The event was well-received by the community, with over 20 people participating over the course of the afternoon, including Tess Powers, Director of Faculty Research Support, and Professor of Psychology Emily Chan.
Chan described the event as “Help[ing] build bridges across cultures,” and emphasized the need for more intentional and thought-provoking events like Hijab Day on campus. “It is important that these opportunities exist where people with different knowledge backgrounds and different traditions authentically meet each other and learn more about each other rather than rely on the surface-level stereotypes,” Chan said.
Students expressed similar sentiments to Chan. They were eager to expand their knowledge and understanding of hijabs and actually experience wearing one. For almost all of the students, it was their first time wearing a head covering of any sort.
Atiya Harvey ’18 further reiterated the importance of dismantling the misconception that hijabs are inherently oppressive and giving people the space to express themselves however they want: “Just like it’s okay for you to wear a bikini, it’s okay for someone to wear a hijab if that’s what they want to do.”
After wearing a hijab for the afternoon, participants shared their experiences with one another and the broader community, both in-person and over Facebook. Sasha Nader ’19 is of Lebanese descent and occasionally wears a hijab when attending mosque. However, after today’s experience, she is seriously considering wearing a hijab more frequently.
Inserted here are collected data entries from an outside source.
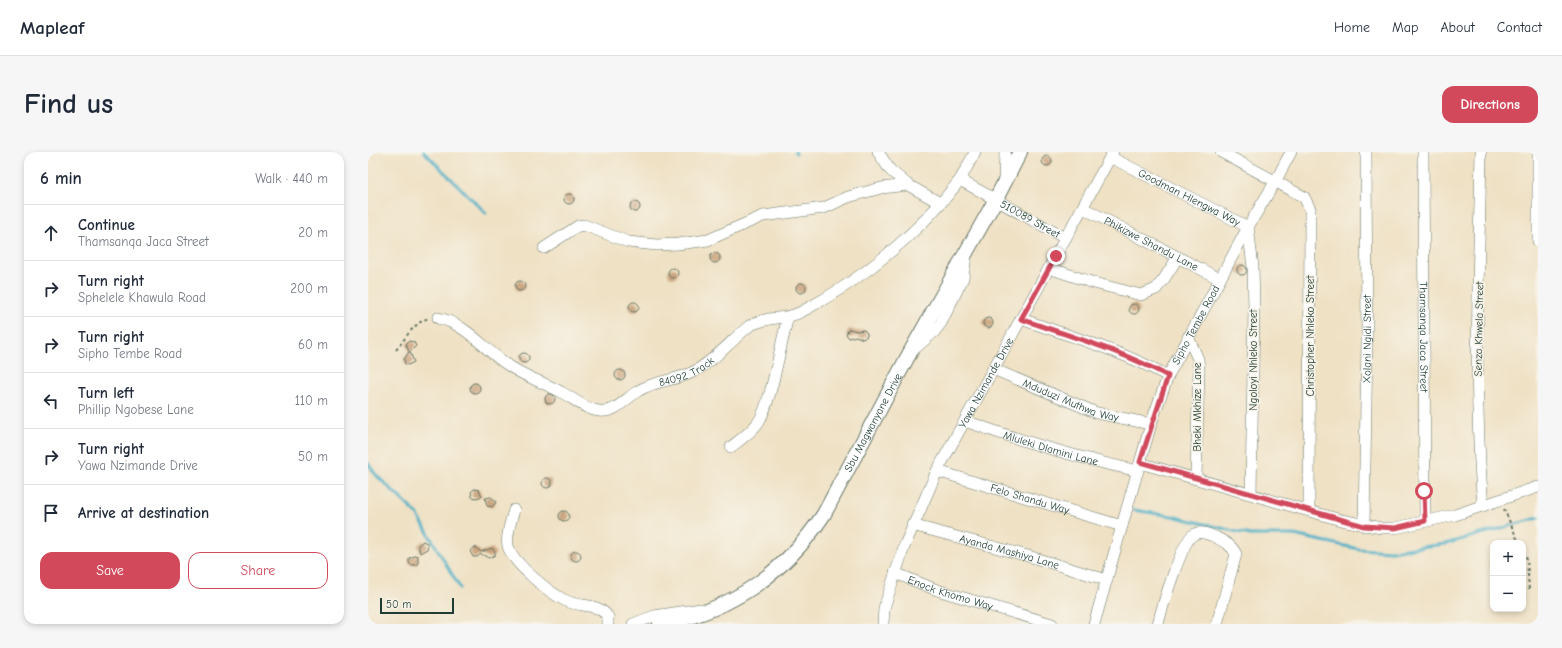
<!DOCTYPE html>
<meta charset="utf-8">
<style>
:root{--surface:#fff;--page:#f6f6f7;--text:#1f2937;--muted:#747a83;--line:#e0e1e3;--accent:#d1495b}
body{margin:0;font-family:"Comic Neue",sans-serif;background:var(--page);color:var(--text)}
.controls{position:absolute;right:12px;bottom:12px;display:grid;overflow:hidden;border-radius:8px;box-shadow:0 2px 6px #0003}
.controls button{width:36px;height:36px;display:grid;place-items:center;padding:0;border:0;border-bottom:1px solid var(--line);background:var(--surface);color:var(--text);font:20px sans-serif}
.scale{position:absolute;left:12px;bottom:10px;width:74px;box-sizing:border-box;padding-left:4px;border:2px solid #1f3d34;border-top:0;font-size:11px;line-height:14px;white-space:nowrap;color:#1f3d34;-webkit-text-stroke:3px #f7f3e8;paint-order:stroke}
.stop{position:absolute;width:12px;height:12px;margin:-9px;border:3px solid #d1495b;border-radius:50%;background:#fff}
.stop.end{background:#d1495b;border-color:#fff;box-shadow:0 1px 4px #0008}
.list{margin:0;padding:0;list-style:none}
h2{display:flex;justify-content:space-between;align-items:center;height:52px;margin:0;padding:0 16px;font-size:17px}
h2 small{font-size:13px;font-weight:400;color:var(--muted)}
.list li{display:grid;grid-template-columns:26px 1fr auto;gap:12px;align-items:center;box-sizing:border-box;height:56px;padding:0 16px;border-top:1px solid var(--line)}
.list b{display:block;font-size:15px;white-space:nowrap}
.list p{margin:0;font-size:13px;white-space:nowrap;color:var(--muted)}
.list em{font-size:13px;font-style:normal;color:var(--muted)}
.actions{display:flex;gap:8px;padding:12px 16px}
.actions a{flex:1;padding:9px 0;border:1px solid var(--accent);border-radius:12px;text-align:center;font-size:14px;color:var(--accent)}
.actions .main{background:var(--accent);color:#fff}
.icon{flex:none;width:22px;height:22px;fill:none;stroke:currentColor;stroke-width:2;stroke-linecap:round;stroke-linejoin:round}
.map{position:relative;flex:none;width:1170px;height:472px;overflow:hidden;border-radius:12px}
header{display:flex;align-items:center;gap:24px;box-sizing:border-box;height:56px;padding:0 20px;background:var(--surface);border-bottom:1px solid var(--line)}
header strong{font-size:19px}
nav{display:flex;gap:22px;margin-inline-start:auto;font-size:14px}
.intro{display:flex;align-items:center;justify-content:space-between;box-sizing:border-box;height:96px;padding:0 24px}
h1{margin:0;font-size:28px}
.button{padding:10px 18px;border-radius:12px;background:var(--accent);color:#fff;font-size:14px;font-weight:700}
main{display:flex;gap:24px;padding:0 24px}
aside{flex:1;background:var(--surface);border-radius:12px;box-shadow:0 2px 6px #0003}
.map>svg:first-child{display:block}
</style>
<header>
<strong>Mapleaf</strong>
<nav><a>Home</a><a>Map</a><a>About</a><a>Contact</a></nav>
</header>
<div class="intro"><h1>Find us</h1><a class="button">Directions</a></div>
<main>
<aside>
<h2>6 min<small>Walk · 440 m</small></h2>
<ul class="list">
<li><svg class="icon" aria-label="ahead" viewBox="0 0 24 24"><path d="M12 20V5M6 11l6-6 6 6"/></svg><div><b>Continue</b><p>Thamsanqa Jaca Street</p></div><em>20 m</em></li>
<li><svg class="icon" aria-label="right" viewBox="0 0 24 24"><path d="M7 20v-9h11M14 6l5 5-5 5"/></svg><div><b>Turn right</b><p>Sphelele Khawula Road</p></div><em>200 m</em></li>
<li><svg class="icon" aria-label="right" viewBox="0 0 24 24"><path d="M7 20v-9h11M14 6l5 5-5 5"/></svg><div><b>Turn right</b><p>Sipho Tembe Road</p></div><em>60 m</em></li>
<li><svg class="icon" aria-label="left" viewBox="0 0 24 24"><path d="M17 20v-9H6M10 6l-5 5 5 5"/></svg><div><b>Turn left</b><p>Phillip Ngobese Lane</p></div><em>110 m</em></li>
<li><svg class="icon" aria-label="right" viewBox="0 0 24 24"><path d="M7 20v-9h11M14 6l5 5-5 5"/></svg><div><b>Turn right</b><p>Yawa Nzimande Drive</p></div><em>50 m</em></li>
<li><svg class="icon" aria-label="arrive" viewBox="0 0 24 24"><path d="M6 21V4h12l-3 4 3 4H6"/></svg><div><b>Arrive at destination</b></div></li>
</ul>
<div class="actions"><a class="main">Save</a><a>Share</a></div>
</aside>
<div class="map">
<svg width="1170" height="472" viewBox="0 0 1170 472">
<defs>
<pattern id="building-hatch" width="6" height="6" patternUnits="userSpaceOnUse"><rect width="6" height="6" fill="#d1aa84"/><path d="M-1 1l2-2M0 6l6-6M5 7l2-2" fill="none" stroke="#a98c6d"/></pattern>
</defs>
<rect width="100%" height="100%" fill="#f7f3e8"/>
<filter id="ink" filterUnits="userSpaceOnUse"><feTurbulence type="fractalNoise" baseFrequency=".025" numOctaves="2"/><feDisplacementMap in="SourceGraphic" scale="8" xChannelSelector="R" yChannelSelector="G"/><feConvolveMatrix kernelMatrix="1 2 1 2 8 2 1 2 1" color-interpolation-filters="sRGB"/></filter>
<filter id="wash" filterUnits="userSpaceOnUse"><feTurbulence type="fractalNoise" baseFrequency=".012" numOctaves="4" result="noise"/><feDisplacementMap in="SourceGraphic" scale="16" xChannelSelector="R" yChannelSelector="G"/><feGaussianBlur stdDeviation="0.9" result="paint"/><feColorMatrix in="noise" values="0 0 0 0 0 0 0 0 0 0 0 0 0 0 0 0 0 1.4 0 .05"/><feComposite in="paint" operator="in"/></filter>
<g filter="url(#wash)">
<rect width="100%" height="100%" fill="#efe1c4"/>
<g fill="none" stroke-linecap="round" stroke-linejoin="round">
<path stroke="#46aec6" stroke-width="3" d="M56,0L118,61
M427,0L428,1
M0,311L8,323L49,362L92,436
M766,358L804,364L882,383H926L991,397L1023,399L1077,392L1170,366"/>
</g>
<g id="blocks">
<path fill="url(#building-hatch)" d="M674 9a5 5 0 1 1 10 0a5 5 0 1 1-10 0Z
M196 47a5 5 0 1 1 10 0a5 5 0 1 1-10 0Z
M262 55a5 5 0 1 1 10 0a5 5 0 1 1-10 0Z
M342 106a5 5 0 1 1 10 0a5 5 0 1 1-10 0Z
M869 118a5 5 0 1 1 10 0a5 5 0 1 1-10 0Z
M300 121a5 5 0 1 1 10 0a5 5 0 1 1-10 0Z
M147 134a5 5 0 1 1 10 0a5 5 0 1 1-10 0Z
M428 136a5 5 0 1 1 10 0a5 5 0 1 1-10 0Z
M261 155a5 5 0 1 1 10 0a5 5 0 1 1-10 0Z
M761 157a5 5 0 1 1 10 0a5 5 0 1 1-10 0Z
M615 171a5 5 0 1 1 10 0a5 5 0 1 1-10 0Z
M481,177L489,179L496,178L499,181V184L495,187L488,184L481,186L478,182Z
M41,189L46,190L48,194L42,200L46,210L40,213L37,212L36,207L41,200L38,192Z
M151 206a5 5 0 1 1 10 0a5 5 0 1 1-10 0Z
M247 223a5 5 0 1 1 10 0a5 5 0 1 1-10 0Z
M102 236a5 5 0 1 1 10 0a5 5 0 1 1-10 0Z
M177 247a5 5 0 1 1 10 0a5 5 0 1 1-10 0Z
M174 331a5 5 0 1 1 10 0a5 5 0 1 1-10 0Z
M106,337L111,338L114,344L109,346L104,345L103,340Z
M123,345L128,349L127,352L124,355L119,354L117,346Z
M191 364a5 5 0 1 1 10 0a5 5 0 1 1-10 0Z
M55,389L59,391L60,394L59,397L52,401L50,393Z
M107,395L113,400L124,396L127,400V403L121,406L113,402L109,405H105L102,399Z
M203 404a5 5 0 1 1 10 0a5 5 0 1 1-10 0Z
M50,403V411L48,413H43L41,411V406Z"/>
</g>
</g>
<g filter="url(#ink)">
<use href="#blocks" fill-opacity="0" stroke="#687666" stroke-width="1"/>
<g fill="none" stroke-linecap="round" stroke-linejoin="round">
<defs>
<g id="minor">
<path d="M510,0L522,18L540,33"/>
<path id="s1" d="M607,0L592,28L697,86"/>
<path d="M853,0L936,45L942,57L941,358"/>
<path id="s2" d="M1055,0L1057,369"/>
<path d="M1113,0C1111,118 1105,237 1115,354"/>
<path d="M1170,0V89"/>
<path id="s3" d="M742,5L880,75L885,115L886,156L883,342"/>
<path d="M636,31L637,0"/>
<path id="s4" d="M715,56L852,127"/>
<path d="M176,96L210,74L216,73L260,90L289,93L310,92L340,88L395,64L456,56L480,45L513,36L540,33L572,51"/>
<path d="M681,116L726,131L773,143L788,137L796,127L810,105"/>
<path id="s5" d="M70,166C97,171 115,196 137,211C154,224 175,230 193,240C205,246 218,258 231,259C248,261 257,247 270,239C287,228 309,229 327,219C347,208 363,189 381,174C400,163 416,169 433,160C494,128 550,82 592,28"/>
<path d="M653,167C704,185 752,198 800,224"/>
<path d="M820,185L830,207L831,217L828,326"/>
<path d="M545,198L567,179L573,171L595,126L598,103"/>
<path id="s6" d="M625,217L729,261L783,272"/>
<path id="s7" d="M597,269C653,289 711,306 770,319"/>
<path d="M363,295C372,288 382,281 389,272C403,254 413,189 420,165"/>
<path d="M772,311L973,368L1013,376H1027L1087,363L1170,335"/>
<path id="s8" d="M569,319L754,374"/>
<path d="M146,358C143,369 138,383 140,394C145,412 185,444 201,450C215,455 230,451 240,465V472"/>
<path id="s9" d="M544,373L660,404L739,428"/>
<path id="s10" d="M996,374L999,188L998,0"/>
<path id="s11" d="M527,421L569,438L684,472"/>
<path d="M265,472L286,464L333,457"/>
<path id="s12" d="M515,472L516,456L536,395L569,319L745,0"/>
<path id="s13" d="M726,472L783,272L800,224L880,75L907,30L923,0"/>
<path d="M790,472C794,456 814,388 826,382C833,379 841,382 847,385C855,389 864,393 868,402L849,472"/>
</g>
<g id="major">
<path id="s14" d="M292,472C362,460 418,420 456,362L539,206L628,47L652,0"/>
</g>
</defs>
<use href="#minor" stroke="#687666" stroke-width="12"/>
<use href="#major" stroke="#687666" stroke-width="16"/>
<path stroke="#687666" stroke-width="2" stroke-dasharray="3 3" stroke-linecap="butt" d="M28,198C38,186 45,171 61,166
M1136,357L1151,391
M1155,399L1159,407L1161,438"/>
<use href="#minor" stroke="#fff" stroke-width="11"/>
<use href="#major" stroke="#fff" stroke-width="14"/>
</g>
</g>
<g fill="none" stroke-linecap="round" stroke-linejoin="round" filter="url(#ink)">
<path stroke="#d1495b" stroke-width="5" d="M688,104L653,167C704,185 752,198 800,224L772,310L996,374L1027,376L1057,369L1056,339"/>
</g>
<g text-anchor="middle" dominant-baseline="central" stroke-width="3.5" stroke-linejoin="round" paint-order="stroke">
<g font-size="11" fill="#1f3d34" stroke="#f7f3e8">
<text stroke="none"><textPath href="#s3" startOffset="89">Goodman Hlengwa Way</textPath></text>
<text stroke="none"><textPath href="#s1" startOffset="112">510089 Street</textPath></text>
<text stroke="none"><textPath href="#s4" startOffset="77">Phikizwe Shandu Lane</textPath></text>
<text stroke="none"><textPath href="#s13" startOffset="317">Sipho Tembe Road</textPath></text>
<text transform="translate(1111 177) rotate(-89)">Senzo Khwela Street</text>
<text transform="translate(942 184) rotate(-90)">Christopher Nhleko Street</text>
<text stroke="none"><textPath href="#s2" startOffset="185">Thamsanqa Jaca Street</textPath></text>
<text stroke="none"><textPath href="#s10" startOffset="187">Xolani Ngidi Street</textPath></text>
<text transform="translate(885 208) rotate(-90)">Ngoloyi Nhleko Street</text>
<text stroke="none"><textPath href="#s5" startOffset="285">84092 Track</textPath></text>
<text stroke="none"><textPath href="#s12" startOffset="264">Yawa Nzimande Drive</textPath></text>
<text stroke="none"><textPath href="#s6" startOffset="84">Mduduzi Muthwa Way</textPath></text>
<text transform="translate(829 255) rotate(-90)">Bheki Mkhize Lane</text>
<text stroke="none"><textPath href="#s14" startOffset="307">Sbu Magwanyane Drive</textPath></text>
<text stroke="none"><textPath href="#s7" startOffset="90">Mluleki Dlamini Lane</textPath></text>
<text stroke="none"><textPath href="#s8" startOffset="97">Felo Shandu Way</textPath></text>
<text stroke="none"><textPath href="#s9" startOffset="101">Ayanda Mashiya Lane</textPath></text>
<text stroke="none"><textPath href="#s11" startOffset="59">Enock Khomo Way</textPath></text>
</g>
</g>
</svg>
<div class="controls">
<button>+</button>
<button>−</button>
</div>
<div class="scale">50 m</div>
<div class="stop" style="left:1056px;top:339px"></div>
<div class="stop end" style="left:688px;top:104px"></div>
</div>
</main>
She also reflected more deeply on the intersection between hijabs and identity.
“I feel like so much baggage is put on the hijab, especially in the U.S., so that it can feel like you’re wearing politics rather than just clothes which are an expression of self,” Nader said. “So it’s been fun just being Sasha, I guess, and understanding the hijab is just an extension of that being.”
While most participants reported positive experiences, they also shared more complex, even scary, moments. Powers wrote on Facebook using the #CC_Hijab_Day: “For the first time in a while I wondered about my safety in the daylight.”
Heba Shiban, a first-year originally from Syria, commented on the discomfort she caused people by wearing a hijab—and her pride in causing it. “I noticed people looking at me in a different light because of the innate negative perceptions people have of Muslims … and when they stared, I felt proud that I made them feel that uncomfortable.”
Dalal said this discomfort was in fact one of the event’s primary objectives because without discomfort, there can be no growth. She, along with the help of CC’s Muslim Student Association and the Colorado Springs Islamic Community, successfully created an opportunity for this discomfort to take place in a productive way that advanced rather than hindered dialogue.
In the end, Dalal hoped she encouraged people to see the hijab as a liberating choice rather than an oppressive force, contextualizing the head covering within the broader discussion of women’s freedom.
“Nobody has the right to tell women what to wear or how she should look like,” Dalal said firmly. “Every woman has the right to wear whatever she wants if it makes her feel good, even if it was covering her whole self or going out naked. If she feels good, that’s what matters.”